### REQUIRED WORK
From the data below, set down exactly the lines between the one holding "Please mark all labels and" and the one holding "Please mark all labels, symbols", inclusive, and no others.

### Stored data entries
________

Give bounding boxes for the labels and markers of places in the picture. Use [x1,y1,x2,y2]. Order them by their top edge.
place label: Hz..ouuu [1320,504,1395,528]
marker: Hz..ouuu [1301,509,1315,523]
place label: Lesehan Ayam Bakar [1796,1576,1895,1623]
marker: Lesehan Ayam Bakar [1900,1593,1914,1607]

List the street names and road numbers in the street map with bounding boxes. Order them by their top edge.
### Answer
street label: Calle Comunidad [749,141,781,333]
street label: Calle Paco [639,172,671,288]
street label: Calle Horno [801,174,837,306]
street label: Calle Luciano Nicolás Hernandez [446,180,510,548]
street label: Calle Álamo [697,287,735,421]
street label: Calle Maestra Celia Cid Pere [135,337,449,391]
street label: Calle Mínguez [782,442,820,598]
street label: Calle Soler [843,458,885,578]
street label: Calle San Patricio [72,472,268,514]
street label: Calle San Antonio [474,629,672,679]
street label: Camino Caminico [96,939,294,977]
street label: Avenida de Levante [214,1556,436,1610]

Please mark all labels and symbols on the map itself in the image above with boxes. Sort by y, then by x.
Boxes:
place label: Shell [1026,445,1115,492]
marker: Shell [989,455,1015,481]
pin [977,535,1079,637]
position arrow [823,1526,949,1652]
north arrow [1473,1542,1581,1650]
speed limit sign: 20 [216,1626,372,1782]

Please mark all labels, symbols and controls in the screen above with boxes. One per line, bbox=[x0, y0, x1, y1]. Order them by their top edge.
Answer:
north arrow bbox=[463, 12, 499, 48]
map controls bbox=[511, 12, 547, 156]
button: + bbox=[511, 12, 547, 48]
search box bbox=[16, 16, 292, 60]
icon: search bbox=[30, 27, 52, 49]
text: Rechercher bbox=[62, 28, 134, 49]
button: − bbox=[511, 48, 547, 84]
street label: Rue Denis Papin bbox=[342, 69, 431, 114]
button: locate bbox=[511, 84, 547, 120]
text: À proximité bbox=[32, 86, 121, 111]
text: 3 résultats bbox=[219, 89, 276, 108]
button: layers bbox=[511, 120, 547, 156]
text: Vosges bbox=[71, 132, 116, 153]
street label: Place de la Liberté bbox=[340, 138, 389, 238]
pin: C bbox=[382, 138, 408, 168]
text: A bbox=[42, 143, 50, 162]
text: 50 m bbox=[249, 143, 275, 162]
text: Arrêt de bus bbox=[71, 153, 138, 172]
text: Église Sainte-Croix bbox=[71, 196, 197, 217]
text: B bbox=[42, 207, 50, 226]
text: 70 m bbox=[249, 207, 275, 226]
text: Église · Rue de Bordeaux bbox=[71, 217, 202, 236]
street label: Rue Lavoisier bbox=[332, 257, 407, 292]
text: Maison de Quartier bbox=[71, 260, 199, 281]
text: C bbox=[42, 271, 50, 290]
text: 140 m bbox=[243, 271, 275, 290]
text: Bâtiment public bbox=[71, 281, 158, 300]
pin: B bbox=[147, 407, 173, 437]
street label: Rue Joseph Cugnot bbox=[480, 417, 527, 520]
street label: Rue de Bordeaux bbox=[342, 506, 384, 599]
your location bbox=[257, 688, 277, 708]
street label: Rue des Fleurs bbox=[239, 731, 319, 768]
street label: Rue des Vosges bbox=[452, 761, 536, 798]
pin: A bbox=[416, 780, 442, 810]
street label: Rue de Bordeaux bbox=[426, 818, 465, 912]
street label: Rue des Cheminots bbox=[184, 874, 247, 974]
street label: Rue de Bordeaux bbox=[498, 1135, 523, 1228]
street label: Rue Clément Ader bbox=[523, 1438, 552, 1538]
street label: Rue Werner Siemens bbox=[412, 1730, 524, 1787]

________

### TASK RESULT
Please mark all labels and symbols on the map itself in the image above with boxes. Sort by y, then by x.
Boxes:
place label: Shell [1026,445,1115,492]
marker: Shell [989,455,1015,481]
pin [977,535,1079,637]
position arrow [823,1526,949,1652]
north arrow [1473,1542,1581,1650]
speed limit sign: 20 [216,1626,372,1782]

Please mark all labels, symbols and controls in the screen above with boxes. One per line, bbox=[x0, y0, x1, y1]. Order them by their top edge.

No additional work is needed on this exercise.